Rational vs. Emotional

Sometimes it feels like the rational and emotional parts of my mind are at war with each other.

I say this not because there are actual wars in my head (because that would be messy), but because there are a lot of things on which these two parts of my head don’t seem to agree. For one recent example, how I have been handling my friend Alice’s death. The rational part of my mind says to just hold everything inside, to keep from showing how I feel to others because that is only showing them weakness, and showing weakness is inviting attack. The emotional side of my mind, though, is telling me that I have to show my emotions, because by expressing them, I can process them and thus deal with them; holding them in will just lead to stunted emotional growth and an eventual explosion that will almost certainly do more harm than good.

My emotional mind isn’t always the good guy, though. In my relationship with Calla, my rational mind tens to be more, well, rational. Our communications recently have been somewhat distant; I can feel that there is more that she has to say when we talk to each other, but ti doesn’t get said. My emotional mind says that this is all my fault – that I have done or said something to cause her to pull away, that I am continually screwing up in front of her both in word and deed. It tells me to apologize frantically, and act melodramatically (yes, I can be melodramatic), because these things will clearly express to her the degree to which I am sorry for whatever my actions have wrought. My rational mind, though, tells me that I need to take a step back; that what I am seeing as my fault is probably more complicated – that she likely has reasons for not telling me what she is thinking, and that when she feels ready, she’ll tell me. In fact, it tells me that acting too emotionally will likely push her away rather than get her to talk to me.
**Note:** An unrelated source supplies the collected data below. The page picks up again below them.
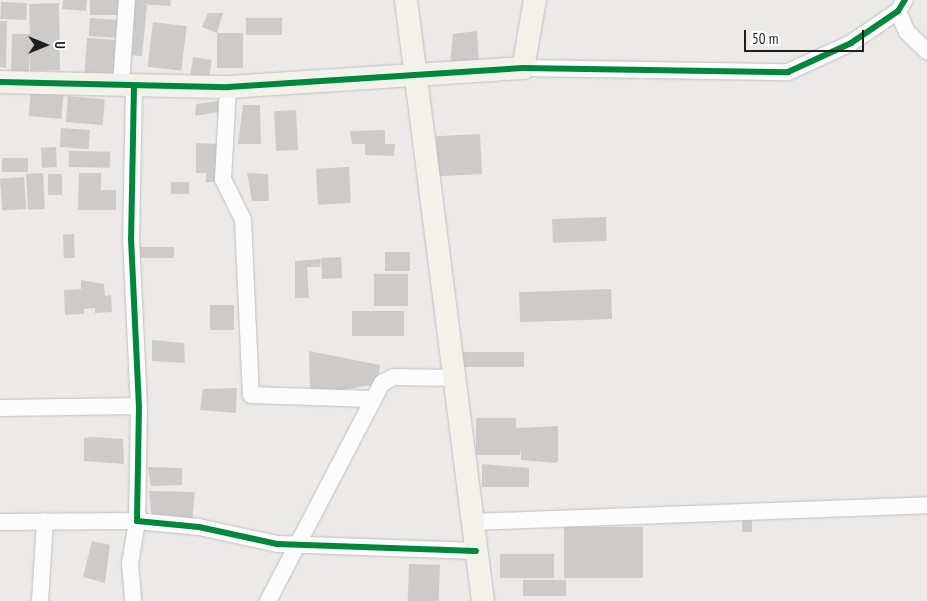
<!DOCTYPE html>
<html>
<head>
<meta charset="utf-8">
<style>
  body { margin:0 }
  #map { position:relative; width:927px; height:601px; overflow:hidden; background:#eceae8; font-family:"PT Sans Narrow",sans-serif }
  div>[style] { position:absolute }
  .building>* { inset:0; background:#cdcbc9; transform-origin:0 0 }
  .roads { filter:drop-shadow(0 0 1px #c0bfbe) drop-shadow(0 0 1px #c0bfbe) }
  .street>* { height:16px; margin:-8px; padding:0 8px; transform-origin:8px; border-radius:8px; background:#fcfcfc }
  .secondary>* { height:22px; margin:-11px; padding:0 11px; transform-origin:11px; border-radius:11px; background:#f2f2eb }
  .cycleway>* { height:6px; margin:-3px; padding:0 3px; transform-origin:3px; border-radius:3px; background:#00873e }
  span { translate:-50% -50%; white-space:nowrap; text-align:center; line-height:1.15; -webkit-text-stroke:5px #fff; paint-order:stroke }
  .north { position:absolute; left:20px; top:20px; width:50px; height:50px; -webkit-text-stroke:4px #fff; paint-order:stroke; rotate:90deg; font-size:14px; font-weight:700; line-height:20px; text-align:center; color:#1f1f1f }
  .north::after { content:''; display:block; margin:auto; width:18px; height:22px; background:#1f1f1f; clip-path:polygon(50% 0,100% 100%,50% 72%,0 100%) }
  .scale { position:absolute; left:744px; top:30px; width:120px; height:22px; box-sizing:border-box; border:2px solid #1f1f1f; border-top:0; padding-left:6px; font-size:15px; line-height:18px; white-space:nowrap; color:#1f1f1f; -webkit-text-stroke:4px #fff; paint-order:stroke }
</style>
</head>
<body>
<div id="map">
  <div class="building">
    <div style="clip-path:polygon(63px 0,87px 0,86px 11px,62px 9px)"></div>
    <div style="left:90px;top:0;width:28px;height:15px"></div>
    <div style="clip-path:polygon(133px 0,171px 0,170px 6px,141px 4px,147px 5px,142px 56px,127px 55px)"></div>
    <div style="left:1px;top:2px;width:26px;height:17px;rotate:2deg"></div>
    <div style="clip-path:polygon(59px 3px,60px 70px,30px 71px,29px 52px,29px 76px,11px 75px,12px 34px,30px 34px,29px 4px)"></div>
    <div style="clip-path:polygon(208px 13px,223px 13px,217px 33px,202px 27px)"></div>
    <div style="left:90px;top:18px;width:29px;height:18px;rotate:4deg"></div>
    <div style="left:282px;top:18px;width:17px;height:36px;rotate:90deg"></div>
    <div style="clip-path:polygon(0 21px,7px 21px,6px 68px,0 67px)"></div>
    <div style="left:153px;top:22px;width:34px;height:45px;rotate:7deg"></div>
    <div style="clip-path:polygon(477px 31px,479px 63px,450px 64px,453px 34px)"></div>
    <div style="left:217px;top:33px;width:26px;height:35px"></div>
    <div style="left:87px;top:38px;width:29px;height:35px;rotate:4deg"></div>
    <div style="left:193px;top:57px;width:19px;height:24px;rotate:9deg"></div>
    <div style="left:31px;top:88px;width:33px;height:28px;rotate:5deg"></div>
    <div style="left:68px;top:96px;width:37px;height:26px;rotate:5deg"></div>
    <div style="clip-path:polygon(218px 101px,219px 112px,195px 116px,196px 104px)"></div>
    <div style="clip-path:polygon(243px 105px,260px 105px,261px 144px,238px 144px)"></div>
    <div style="left:296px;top:110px;width:40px;height:22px;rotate:87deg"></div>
    <div style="left:61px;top:128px;width:29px;height:19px;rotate:4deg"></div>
    <div style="clip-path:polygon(385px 130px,385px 144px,395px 144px,394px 156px,365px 155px,365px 144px,352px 144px,350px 131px)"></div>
    <div style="left:480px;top:134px;width:40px;height:44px;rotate:87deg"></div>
    <div style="clip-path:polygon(196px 143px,217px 144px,217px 182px,206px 182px,206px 173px,196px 173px)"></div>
    <div style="left:56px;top:147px;width:20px;height:15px;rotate:87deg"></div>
    <div style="left:69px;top:151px;width:41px;height:16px;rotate:1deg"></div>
    <div style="left:2px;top:158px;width:26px;height:14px"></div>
    <div style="left:349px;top:167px;width:36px;height:33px;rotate:87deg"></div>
    <div style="left:43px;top:173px;width:36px;height:17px;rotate:87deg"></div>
    <div style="clip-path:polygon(79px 173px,101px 173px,101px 190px,116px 190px,116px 210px,78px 210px)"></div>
    <div style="clip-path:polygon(247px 173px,268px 174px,269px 201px,252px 201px)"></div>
    <div style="left:48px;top:174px;width:14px;height:21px"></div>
    <div style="left:24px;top:177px;width:32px;height:24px;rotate:86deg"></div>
    <div style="left:189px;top:182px;width:12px;height:18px;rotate:90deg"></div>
    <div style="left:606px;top:217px;width:24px;height:54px;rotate:88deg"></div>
    <div style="left:74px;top:234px;width:24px;height:11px;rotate:88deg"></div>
    <div style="left:174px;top:247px;width:11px;height:37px;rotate:90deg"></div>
    <div style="left:385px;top:252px;width:25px;height:19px"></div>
    <div style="left:341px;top:257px;width:21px;height:20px;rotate:87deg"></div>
    <div style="clip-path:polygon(321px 259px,320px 267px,307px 267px,309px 298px,295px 298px,295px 261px)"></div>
    <div style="left:408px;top:274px;width:32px;height:34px;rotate:90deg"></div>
    <div style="clip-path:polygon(81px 280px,104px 284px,105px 296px,111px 295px,112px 312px,95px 313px,95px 308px,84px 309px,84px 314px,65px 315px,64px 290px,81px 289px)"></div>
    <div style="left:611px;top:289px;width:30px;height:92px;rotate:88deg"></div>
    <div style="left:210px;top:305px;width:24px;height:25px"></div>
    <div style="left:352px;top:311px;width:52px;height:25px"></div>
    <div style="clip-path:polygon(152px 340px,184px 343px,185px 363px,152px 361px)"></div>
    <div style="clip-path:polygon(309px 351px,380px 365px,377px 384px,310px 395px)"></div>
    <div style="left:524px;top:352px;width:15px;height:61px;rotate:90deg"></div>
    <div style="clip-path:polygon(237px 388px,236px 413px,200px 410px,203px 389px)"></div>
    <div style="clip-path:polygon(476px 418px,516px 418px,516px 428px,558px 426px,558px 460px,556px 463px,521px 460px,521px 449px,520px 455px,476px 455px)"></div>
    <div style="clip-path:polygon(92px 437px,123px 439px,124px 464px,84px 461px,84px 438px)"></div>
    <div style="clip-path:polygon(482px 464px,529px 468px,529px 487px,482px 487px)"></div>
    <div style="clip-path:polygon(148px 467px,182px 468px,182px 485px,151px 486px)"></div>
    <div style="clip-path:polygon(149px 491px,195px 492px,192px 521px,152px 519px)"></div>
    <div style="left:742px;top:520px;width:10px;height:12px"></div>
    <div style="left:643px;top:527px;width:51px;height:79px;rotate:90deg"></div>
    <div style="clip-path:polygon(92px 541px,110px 545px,105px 583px,83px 577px)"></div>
    <div style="left:554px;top:554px;width:24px;height:54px;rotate:90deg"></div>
    <div style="left:409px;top:564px;width:31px;height:37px;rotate:2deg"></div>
    <div style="left:523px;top:580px;width:43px;height:16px"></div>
  </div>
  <div class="roads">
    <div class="street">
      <div style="left:898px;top:11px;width:23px;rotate:67deg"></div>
      <div style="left:907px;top:32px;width:28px;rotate:44deg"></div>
      <div style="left:523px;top:68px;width:265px;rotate:0.9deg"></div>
      <div style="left:788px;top:72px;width:69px;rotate:-24.7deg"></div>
      <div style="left:851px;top:43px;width:57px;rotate:-34.2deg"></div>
      <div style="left:898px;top:11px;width:13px;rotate:-58deg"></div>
      <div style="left:121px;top:85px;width:85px;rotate:-86deg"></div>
      <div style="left:134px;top:86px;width:152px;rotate:91.1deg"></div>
      <div style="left:131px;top:238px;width:168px;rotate:87.3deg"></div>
      <div style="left:139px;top:406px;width:115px;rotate:91deg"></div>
      <div style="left:137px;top:521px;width:62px;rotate:5.5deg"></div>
      <div style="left:199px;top:527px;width:80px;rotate:12.3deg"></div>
      <div style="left:277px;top:544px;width:199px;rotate:2deg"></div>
      <div style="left:228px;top:87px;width:92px;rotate:93.1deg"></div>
      <div style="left:223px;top:179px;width:46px;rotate:64deg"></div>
      <div style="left:243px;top:220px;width:175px;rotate:87.4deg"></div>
      <div style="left:251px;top:395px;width:121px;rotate:1.9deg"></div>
      <div style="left:0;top:408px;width:139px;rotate:-0.8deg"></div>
      <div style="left:0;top:522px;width:137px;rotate:-0.4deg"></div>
      <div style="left:137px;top:521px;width:44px;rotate:99.2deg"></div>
      <div style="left:130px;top:564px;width:37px;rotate:85deg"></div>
      <div style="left:473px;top:522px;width:454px;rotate:-2.1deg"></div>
      <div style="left:40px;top:601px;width:80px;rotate:-86.4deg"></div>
      <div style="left:268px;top:601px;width:246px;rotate:-62.4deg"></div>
      <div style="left:382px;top:383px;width:13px;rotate:-27deg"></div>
      <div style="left:394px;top:377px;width:58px;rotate:1deg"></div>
    </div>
    <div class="secondary">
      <div style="left:406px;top:0;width:606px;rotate:82.7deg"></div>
      <div style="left:0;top:82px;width:228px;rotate:1.3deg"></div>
      <div style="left:228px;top:87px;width:296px;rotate:-3.7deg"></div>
      <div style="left:523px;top:68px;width:69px;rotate:-80deg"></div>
    </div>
  </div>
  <div class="cycleway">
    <div style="left:0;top:82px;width:228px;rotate:1.3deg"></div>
    <div style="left:228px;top:87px;width:296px;rotate:-3.7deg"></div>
    <div style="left:523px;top:68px;width:265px;rotate:0.9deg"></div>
    <div style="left:788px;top:72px;width:69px;rotate:-24.7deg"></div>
    <div style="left:851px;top:43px;width:57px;rotate:-34.2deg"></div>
    <div style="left:898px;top:11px;width:13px;rotate:-58deg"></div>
    <div style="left:134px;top:86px;width:152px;rotate:91.1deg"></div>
    <div style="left:131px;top:238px;width:168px;rotate:87.3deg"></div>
    <div style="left:139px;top:406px;width:115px;rotate:91deg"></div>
    <div style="left:137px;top:521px;width:62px;rotate:5.5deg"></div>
    <div style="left:199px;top:527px;width:80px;rotate:12.3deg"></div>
    <div style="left:277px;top:544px;width:199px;rotate:2deg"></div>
  </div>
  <div class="north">U</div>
  <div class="scale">50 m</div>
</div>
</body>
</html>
Trying to find a balance between these two parts of my mind is something called wise mind in treatment – a balanced, or blended, use of both sides of the mind in order to come to the best decisions. Sometimes one part will be right, sometimes the other, and sometimes both will need to be taken into account to make a decision. Knowing when to pay attention to both is a very important treatment skill; it keeps emotions from becoming too dysregulated, and it also keeps someone (in this case, me) from losing touch with their emotions in a way that can be unhealthy and dangerous. It keeps me from descending back into the near-robotic days of my teenage years, or the horrible depressions of later years.

It can be a lot of work, though; only experience (and some good advice from others) can really keep me from making the same mistakes over and over. What seems like a good idea one minute may be totally idiotic when looked at from a different perspective.  It reminds me a bit of a theory (about relationships, but it’s close enough for government work) brought up in one of my favorite comedy shows, How I Met your Mother, the Dobler/Dahmer Theory:

When viewed from one side, an idea can seem great, but from the other, terrible. Learning to take a step back and try to figure out which one is currently right – if either – has helped to make my life a lot easier (though it is oddly a lot of work).